• What you are asked to do
Tally up the lines below that carry the word "highway", answering with the figure alone.

(Data records Opens)

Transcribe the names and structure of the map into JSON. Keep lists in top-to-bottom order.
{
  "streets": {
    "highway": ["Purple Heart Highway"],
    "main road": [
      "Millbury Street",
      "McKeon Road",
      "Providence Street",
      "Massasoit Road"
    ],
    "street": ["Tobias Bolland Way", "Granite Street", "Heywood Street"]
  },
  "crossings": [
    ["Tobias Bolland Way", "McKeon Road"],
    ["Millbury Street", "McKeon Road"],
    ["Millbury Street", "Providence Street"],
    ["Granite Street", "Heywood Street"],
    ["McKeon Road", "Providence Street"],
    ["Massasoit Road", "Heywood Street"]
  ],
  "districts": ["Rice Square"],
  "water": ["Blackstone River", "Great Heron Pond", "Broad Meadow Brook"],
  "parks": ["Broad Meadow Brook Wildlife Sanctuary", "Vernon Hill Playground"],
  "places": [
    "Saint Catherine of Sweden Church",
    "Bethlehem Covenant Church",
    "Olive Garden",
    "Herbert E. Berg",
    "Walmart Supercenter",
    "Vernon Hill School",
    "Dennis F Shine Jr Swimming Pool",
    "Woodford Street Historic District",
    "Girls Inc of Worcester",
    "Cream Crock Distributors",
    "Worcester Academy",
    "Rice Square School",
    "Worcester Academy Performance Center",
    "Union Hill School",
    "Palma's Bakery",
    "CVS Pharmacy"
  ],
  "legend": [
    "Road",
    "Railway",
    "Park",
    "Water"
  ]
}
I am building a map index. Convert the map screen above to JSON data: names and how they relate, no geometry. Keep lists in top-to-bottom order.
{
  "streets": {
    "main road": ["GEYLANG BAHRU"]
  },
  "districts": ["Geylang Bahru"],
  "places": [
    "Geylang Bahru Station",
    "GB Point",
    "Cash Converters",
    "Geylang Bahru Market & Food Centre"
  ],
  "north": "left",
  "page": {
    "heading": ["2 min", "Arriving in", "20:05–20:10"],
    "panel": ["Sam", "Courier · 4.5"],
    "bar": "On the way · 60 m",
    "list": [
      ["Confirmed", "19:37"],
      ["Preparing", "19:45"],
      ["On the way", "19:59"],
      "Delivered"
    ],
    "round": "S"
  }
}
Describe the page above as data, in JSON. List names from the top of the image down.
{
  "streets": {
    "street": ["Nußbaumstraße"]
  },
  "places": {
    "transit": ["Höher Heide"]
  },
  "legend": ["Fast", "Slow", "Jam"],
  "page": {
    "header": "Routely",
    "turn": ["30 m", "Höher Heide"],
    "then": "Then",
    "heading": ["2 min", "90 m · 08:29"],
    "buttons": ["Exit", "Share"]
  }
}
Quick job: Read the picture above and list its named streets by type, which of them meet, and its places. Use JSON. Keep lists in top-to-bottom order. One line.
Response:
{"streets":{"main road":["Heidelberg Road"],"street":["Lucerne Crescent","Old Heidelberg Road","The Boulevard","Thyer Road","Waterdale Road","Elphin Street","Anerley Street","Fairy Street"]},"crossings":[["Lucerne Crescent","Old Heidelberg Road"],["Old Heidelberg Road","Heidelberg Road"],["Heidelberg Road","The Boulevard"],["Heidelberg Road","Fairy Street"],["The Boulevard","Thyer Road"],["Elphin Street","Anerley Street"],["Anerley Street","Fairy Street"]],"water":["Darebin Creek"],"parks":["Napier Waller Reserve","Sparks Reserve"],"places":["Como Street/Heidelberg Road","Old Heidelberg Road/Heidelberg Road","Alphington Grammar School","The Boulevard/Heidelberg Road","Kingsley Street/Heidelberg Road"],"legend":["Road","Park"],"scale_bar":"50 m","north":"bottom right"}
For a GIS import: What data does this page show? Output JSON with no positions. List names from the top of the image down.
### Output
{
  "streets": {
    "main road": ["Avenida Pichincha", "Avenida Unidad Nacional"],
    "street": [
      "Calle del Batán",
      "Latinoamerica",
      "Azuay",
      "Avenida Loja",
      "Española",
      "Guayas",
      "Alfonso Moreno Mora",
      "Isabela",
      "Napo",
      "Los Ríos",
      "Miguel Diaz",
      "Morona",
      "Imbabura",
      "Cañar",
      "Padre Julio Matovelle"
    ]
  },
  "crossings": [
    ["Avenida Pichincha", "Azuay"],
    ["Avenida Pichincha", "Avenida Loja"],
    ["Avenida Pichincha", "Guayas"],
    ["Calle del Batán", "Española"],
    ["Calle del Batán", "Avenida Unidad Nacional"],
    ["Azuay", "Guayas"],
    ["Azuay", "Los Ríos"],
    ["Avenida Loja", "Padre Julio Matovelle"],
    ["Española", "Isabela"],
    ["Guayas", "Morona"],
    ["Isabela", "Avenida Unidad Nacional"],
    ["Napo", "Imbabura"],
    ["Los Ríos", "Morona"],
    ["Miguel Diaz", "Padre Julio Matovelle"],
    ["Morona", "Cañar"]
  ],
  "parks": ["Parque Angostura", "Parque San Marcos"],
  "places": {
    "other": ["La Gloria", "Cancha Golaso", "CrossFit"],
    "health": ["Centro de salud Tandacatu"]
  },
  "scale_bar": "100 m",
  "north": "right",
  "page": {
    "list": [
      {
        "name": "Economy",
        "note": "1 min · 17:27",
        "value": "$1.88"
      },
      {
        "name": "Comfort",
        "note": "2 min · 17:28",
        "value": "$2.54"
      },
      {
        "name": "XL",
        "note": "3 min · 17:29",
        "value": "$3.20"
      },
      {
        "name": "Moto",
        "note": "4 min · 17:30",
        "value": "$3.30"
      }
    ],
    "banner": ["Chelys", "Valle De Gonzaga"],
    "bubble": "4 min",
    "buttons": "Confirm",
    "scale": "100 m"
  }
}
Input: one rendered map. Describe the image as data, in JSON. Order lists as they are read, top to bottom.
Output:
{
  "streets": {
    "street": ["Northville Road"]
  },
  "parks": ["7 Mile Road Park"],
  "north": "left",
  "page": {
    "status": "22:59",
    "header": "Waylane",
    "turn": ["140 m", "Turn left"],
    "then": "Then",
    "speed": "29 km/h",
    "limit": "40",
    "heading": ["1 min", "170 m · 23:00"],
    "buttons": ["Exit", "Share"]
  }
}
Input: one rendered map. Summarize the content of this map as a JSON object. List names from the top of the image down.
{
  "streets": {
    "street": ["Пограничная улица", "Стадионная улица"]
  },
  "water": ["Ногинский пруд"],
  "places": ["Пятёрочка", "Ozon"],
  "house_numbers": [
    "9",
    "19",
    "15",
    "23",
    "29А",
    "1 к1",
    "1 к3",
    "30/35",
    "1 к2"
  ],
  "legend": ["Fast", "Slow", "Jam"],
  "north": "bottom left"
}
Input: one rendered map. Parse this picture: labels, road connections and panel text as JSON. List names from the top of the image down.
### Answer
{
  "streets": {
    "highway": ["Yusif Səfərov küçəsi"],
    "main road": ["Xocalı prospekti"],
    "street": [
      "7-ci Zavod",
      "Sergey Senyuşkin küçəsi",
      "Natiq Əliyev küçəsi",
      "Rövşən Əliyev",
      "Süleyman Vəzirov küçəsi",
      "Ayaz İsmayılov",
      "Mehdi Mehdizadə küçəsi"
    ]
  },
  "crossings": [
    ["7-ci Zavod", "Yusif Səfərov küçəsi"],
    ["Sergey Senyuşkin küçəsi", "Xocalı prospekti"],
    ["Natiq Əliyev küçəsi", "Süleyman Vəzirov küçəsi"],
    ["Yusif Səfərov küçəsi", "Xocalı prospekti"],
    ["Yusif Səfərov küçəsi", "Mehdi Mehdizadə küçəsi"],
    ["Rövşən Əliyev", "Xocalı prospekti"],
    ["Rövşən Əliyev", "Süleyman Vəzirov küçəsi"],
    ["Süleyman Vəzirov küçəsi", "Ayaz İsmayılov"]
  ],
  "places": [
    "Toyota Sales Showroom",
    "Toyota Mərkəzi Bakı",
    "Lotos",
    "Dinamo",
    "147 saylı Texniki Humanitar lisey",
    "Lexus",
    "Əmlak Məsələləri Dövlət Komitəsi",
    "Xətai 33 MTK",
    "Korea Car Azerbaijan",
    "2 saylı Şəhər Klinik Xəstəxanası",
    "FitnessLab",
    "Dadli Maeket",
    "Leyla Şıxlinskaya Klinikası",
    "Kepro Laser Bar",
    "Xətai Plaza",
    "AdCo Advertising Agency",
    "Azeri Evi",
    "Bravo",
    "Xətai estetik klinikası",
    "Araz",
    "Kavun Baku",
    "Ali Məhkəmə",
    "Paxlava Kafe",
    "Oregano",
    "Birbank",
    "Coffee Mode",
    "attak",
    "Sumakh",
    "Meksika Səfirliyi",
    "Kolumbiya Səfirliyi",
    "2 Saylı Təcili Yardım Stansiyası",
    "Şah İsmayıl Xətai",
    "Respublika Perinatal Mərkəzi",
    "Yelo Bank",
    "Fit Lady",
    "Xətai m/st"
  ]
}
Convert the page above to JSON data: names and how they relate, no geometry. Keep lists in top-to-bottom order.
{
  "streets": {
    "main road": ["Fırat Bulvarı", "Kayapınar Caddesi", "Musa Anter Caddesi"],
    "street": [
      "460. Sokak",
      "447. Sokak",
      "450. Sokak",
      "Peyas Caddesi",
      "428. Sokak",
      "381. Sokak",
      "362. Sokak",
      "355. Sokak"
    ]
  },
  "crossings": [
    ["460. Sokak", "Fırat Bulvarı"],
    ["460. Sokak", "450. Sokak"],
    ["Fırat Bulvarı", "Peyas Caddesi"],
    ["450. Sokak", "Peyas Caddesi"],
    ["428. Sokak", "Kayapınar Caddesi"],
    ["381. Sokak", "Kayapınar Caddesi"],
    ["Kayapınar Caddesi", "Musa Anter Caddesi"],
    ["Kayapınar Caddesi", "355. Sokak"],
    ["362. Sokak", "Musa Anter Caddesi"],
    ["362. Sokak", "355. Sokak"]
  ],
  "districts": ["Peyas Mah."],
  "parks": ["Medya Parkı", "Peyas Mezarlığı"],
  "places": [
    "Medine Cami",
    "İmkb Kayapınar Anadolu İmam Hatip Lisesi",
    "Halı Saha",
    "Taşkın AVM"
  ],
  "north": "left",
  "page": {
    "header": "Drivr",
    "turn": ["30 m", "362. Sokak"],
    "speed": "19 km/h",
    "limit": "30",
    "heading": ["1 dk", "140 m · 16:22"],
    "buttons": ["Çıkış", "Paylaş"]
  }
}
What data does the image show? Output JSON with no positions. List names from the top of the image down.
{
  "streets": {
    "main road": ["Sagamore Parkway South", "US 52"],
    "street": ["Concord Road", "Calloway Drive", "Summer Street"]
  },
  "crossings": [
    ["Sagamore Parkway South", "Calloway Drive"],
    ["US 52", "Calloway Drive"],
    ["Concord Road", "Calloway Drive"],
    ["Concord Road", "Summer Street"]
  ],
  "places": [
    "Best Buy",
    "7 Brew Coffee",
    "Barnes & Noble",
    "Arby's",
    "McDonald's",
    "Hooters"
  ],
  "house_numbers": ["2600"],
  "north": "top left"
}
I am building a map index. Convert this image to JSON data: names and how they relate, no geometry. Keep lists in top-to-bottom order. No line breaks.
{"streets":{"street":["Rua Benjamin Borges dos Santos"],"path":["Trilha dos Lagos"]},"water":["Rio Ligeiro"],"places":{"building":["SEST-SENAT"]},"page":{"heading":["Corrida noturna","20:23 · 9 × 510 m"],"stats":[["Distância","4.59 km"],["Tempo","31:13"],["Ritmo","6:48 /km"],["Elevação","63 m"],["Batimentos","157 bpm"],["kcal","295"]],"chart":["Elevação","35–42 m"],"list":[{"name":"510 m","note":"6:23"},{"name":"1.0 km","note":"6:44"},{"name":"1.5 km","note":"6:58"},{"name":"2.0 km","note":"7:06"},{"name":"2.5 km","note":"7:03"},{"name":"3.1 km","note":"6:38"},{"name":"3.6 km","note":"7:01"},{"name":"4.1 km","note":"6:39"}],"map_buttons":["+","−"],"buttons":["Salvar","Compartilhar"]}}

(Data records Closes)

• Exercise answer
2